United States of America v. Tarry M. Jackson
Sandra G. Roland, Assistant Federal Public Defender, argued the cause for appellant. With her on the briefs was A. J. Kramer, Federal Public Defender. Neil H. Jaffee, Assistant Federal Public Defender, entered an appearance.
Thomas S. Rees, Assistant U.S. Attorney, argued the cause for appellee. With him on the brief were Kenneth L. Wainstein, U.S. Attorney, and John R. Fisher and Thomas J. Tourish, Jr., Assistant U.S. Attorneys.
Before: EDWARDS, ROGERS and ROBERTS, Circuit Judges.
Opinion for the Court filed by Circuit Judge ROGERS.
Concurring opinion filed by Circuit Judge EDWARDS.
Dissenting opinion filed by Circuit Judge ROBERTS.

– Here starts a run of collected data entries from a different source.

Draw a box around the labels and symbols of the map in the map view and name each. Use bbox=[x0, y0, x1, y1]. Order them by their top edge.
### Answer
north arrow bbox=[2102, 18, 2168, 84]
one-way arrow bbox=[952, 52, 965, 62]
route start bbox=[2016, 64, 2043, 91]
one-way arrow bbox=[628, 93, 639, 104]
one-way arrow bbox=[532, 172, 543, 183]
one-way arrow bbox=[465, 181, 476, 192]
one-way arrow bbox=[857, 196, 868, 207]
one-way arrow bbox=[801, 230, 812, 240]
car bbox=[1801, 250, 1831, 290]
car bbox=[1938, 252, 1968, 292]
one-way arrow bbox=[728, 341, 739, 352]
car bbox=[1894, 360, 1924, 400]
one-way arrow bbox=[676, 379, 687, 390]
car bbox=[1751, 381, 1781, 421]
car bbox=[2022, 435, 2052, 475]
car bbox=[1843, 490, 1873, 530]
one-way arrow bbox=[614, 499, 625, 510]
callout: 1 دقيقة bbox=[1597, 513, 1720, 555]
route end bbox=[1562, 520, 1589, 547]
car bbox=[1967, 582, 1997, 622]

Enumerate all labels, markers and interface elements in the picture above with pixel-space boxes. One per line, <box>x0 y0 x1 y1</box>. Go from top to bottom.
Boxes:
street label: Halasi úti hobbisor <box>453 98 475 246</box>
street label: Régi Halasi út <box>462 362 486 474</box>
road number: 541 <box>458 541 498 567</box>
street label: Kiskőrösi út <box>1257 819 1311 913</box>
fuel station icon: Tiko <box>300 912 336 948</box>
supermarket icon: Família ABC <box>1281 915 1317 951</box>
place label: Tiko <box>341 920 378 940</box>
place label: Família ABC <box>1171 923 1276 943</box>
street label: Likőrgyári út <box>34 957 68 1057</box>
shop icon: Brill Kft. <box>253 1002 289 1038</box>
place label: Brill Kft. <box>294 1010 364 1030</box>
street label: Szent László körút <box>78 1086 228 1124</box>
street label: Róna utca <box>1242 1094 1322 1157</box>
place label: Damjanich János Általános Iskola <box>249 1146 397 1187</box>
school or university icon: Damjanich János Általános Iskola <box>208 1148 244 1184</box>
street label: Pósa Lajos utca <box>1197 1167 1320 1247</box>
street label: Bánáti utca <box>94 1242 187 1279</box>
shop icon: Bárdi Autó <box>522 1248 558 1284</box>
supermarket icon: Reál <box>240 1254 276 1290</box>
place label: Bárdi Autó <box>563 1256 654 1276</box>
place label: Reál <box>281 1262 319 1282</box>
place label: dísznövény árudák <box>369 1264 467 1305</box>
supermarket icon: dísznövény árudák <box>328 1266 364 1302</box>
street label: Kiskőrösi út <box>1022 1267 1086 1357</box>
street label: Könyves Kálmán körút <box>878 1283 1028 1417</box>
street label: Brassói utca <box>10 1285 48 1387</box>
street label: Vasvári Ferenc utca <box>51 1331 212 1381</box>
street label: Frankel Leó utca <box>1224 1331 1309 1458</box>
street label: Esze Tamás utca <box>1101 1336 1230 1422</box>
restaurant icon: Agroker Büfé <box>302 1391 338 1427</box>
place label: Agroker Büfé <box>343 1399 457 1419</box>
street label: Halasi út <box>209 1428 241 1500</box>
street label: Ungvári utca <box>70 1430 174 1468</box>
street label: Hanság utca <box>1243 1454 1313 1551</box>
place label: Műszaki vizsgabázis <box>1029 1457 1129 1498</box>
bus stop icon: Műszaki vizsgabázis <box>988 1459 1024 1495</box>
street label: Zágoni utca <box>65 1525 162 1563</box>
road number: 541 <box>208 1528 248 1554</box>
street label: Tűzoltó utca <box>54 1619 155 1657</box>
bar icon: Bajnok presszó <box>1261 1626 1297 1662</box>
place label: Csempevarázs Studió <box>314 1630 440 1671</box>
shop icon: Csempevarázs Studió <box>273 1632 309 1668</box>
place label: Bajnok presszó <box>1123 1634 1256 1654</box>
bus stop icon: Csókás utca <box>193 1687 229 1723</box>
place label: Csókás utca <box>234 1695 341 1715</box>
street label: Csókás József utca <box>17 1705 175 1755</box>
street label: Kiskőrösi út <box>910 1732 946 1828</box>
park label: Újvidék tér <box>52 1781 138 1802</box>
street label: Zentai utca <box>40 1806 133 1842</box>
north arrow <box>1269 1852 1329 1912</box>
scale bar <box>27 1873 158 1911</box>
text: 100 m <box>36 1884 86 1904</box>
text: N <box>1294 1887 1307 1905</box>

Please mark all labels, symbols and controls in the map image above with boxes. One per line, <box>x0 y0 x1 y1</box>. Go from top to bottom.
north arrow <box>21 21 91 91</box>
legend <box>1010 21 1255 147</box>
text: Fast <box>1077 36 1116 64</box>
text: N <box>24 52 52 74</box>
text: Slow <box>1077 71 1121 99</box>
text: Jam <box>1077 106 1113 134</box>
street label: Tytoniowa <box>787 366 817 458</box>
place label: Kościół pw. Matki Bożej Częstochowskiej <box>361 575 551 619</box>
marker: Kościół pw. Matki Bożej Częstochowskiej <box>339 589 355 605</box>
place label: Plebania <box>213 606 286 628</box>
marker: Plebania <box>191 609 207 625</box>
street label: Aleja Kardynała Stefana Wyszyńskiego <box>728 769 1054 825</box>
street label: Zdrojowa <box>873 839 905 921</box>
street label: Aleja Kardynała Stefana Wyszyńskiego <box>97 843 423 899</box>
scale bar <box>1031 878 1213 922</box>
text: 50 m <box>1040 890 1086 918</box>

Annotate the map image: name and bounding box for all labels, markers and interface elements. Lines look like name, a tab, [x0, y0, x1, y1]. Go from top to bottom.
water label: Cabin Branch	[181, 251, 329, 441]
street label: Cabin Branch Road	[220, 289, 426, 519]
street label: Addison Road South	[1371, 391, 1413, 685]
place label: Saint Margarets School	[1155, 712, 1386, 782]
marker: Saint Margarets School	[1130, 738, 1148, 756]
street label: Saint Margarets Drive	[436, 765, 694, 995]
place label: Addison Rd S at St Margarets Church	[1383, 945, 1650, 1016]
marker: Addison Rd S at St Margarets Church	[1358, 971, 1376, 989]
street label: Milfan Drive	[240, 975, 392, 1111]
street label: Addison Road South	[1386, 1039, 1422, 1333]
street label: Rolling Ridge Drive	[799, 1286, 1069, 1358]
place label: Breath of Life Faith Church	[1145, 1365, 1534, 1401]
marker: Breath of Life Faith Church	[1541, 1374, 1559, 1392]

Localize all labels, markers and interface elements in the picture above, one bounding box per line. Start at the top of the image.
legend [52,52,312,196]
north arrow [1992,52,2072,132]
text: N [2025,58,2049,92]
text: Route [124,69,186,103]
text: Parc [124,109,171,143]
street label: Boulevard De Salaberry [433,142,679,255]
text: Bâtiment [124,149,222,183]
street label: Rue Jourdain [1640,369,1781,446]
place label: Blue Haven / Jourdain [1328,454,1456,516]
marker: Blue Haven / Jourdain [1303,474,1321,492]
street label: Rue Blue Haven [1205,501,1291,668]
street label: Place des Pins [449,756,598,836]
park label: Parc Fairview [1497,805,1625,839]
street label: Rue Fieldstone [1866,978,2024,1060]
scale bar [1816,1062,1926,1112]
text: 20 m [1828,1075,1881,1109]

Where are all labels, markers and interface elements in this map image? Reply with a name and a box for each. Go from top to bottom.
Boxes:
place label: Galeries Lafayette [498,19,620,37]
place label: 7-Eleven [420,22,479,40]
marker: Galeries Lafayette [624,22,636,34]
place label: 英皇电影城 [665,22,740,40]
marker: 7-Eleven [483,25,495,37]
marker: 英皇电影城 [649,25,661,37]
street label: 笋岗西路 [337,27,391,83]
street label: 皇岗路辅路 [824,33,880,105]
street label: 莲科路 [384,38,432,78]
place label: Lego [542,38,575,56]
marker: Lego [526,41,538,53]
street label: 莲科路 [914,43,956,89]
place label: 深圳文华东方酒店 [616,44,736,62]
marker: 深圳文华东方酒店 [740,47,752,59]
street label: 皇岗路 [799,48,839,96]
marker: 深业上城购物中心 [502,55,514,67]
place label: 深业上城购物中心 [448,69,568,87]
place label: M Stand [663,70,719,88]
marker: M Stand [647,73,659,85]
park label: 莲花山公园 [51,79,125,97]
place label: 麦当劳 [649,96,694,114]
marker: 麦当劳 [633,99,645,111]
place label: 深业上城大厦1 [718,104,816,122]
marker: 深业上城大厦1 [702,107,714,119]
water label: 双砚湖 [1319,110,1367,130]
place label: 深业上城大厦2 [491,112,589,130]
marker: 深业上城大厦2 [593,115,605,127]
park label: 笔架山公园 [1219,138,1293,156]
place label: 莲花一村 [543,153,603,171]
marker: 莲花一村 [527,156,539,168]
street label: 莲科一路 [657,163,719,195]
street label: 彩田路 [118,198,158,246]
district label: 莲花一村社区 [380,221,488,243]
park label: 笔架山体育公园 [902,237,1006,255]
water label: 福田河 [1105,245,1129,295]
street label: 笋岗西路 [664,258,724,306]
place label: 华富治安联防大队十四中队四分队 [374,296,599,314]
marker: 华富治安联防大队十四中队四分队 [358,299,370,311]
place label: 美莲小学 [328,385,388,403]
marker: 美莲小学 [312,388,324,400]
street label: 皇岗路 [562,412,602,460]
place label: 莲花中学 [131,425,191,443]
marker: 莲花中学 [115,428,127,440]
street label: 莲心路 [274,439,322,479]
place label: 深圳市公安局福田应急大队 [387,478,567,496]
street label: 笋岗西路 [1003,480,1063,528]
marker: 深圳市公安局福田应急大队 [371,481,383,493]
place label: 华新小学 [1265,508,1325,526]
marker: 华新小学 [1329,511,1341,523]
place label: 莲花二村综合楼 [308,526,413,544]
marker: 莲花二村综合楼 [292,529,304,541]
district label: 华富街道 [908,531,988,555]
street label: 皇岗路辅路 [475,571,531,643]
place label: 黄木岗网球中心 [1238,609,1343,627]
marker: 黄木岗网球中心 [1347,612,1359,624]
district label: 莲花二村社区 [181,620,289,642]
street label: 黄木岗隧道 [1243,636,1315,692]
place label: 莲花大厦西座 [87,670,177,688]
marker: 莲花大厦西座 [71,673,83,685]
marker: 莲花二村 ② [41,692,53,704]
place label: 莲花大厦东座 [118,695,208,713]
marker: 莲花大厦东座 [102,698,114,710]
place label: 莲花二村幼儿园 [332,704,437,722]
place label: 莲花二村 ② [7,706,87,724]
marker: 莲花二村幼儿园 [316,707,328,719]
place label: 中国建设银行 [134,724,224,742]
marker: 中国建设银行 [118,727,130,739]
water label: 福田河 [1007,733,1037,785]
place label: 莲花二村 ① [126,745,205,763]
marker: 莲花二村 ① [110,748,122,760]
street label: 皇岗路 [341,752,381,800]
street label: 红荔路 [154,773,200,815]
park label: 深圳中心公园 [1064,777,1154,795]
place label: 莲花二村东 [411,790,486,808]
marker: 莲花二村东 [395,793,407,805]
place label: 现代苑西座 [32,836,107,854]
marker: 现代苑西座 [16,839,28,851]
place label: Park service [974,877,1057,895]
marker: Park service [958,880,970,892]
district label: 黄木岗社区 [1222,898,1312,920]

ROBERTS, Circuit Judge, dissenting: The question for the court is whether the circumstances of the stop and arrest of Tarry Jackson presented "a fair probability that contraband or evidence of a crime [would] be found" in the trunk of the car he was driving. Illinois v. Gates, 462 U.S. 213, 238 (1983). Like the district court, I conclude that they did, and therefore dissent. The officers who stopped Jackson had good grounds for believing that the car he was driving had been stolen and that relevant evidence could be found in the trunk. It was late at night and the tag light was out - suggesting from the beginning of the encounter that Jackson was attempting to obscure the car's license plates. Once Jackson was pulled over, the officers learned there was indeed something to hide: the temporary tags affixed to the car had been stolen and altered to match the car's make, model, and vehicle identification number.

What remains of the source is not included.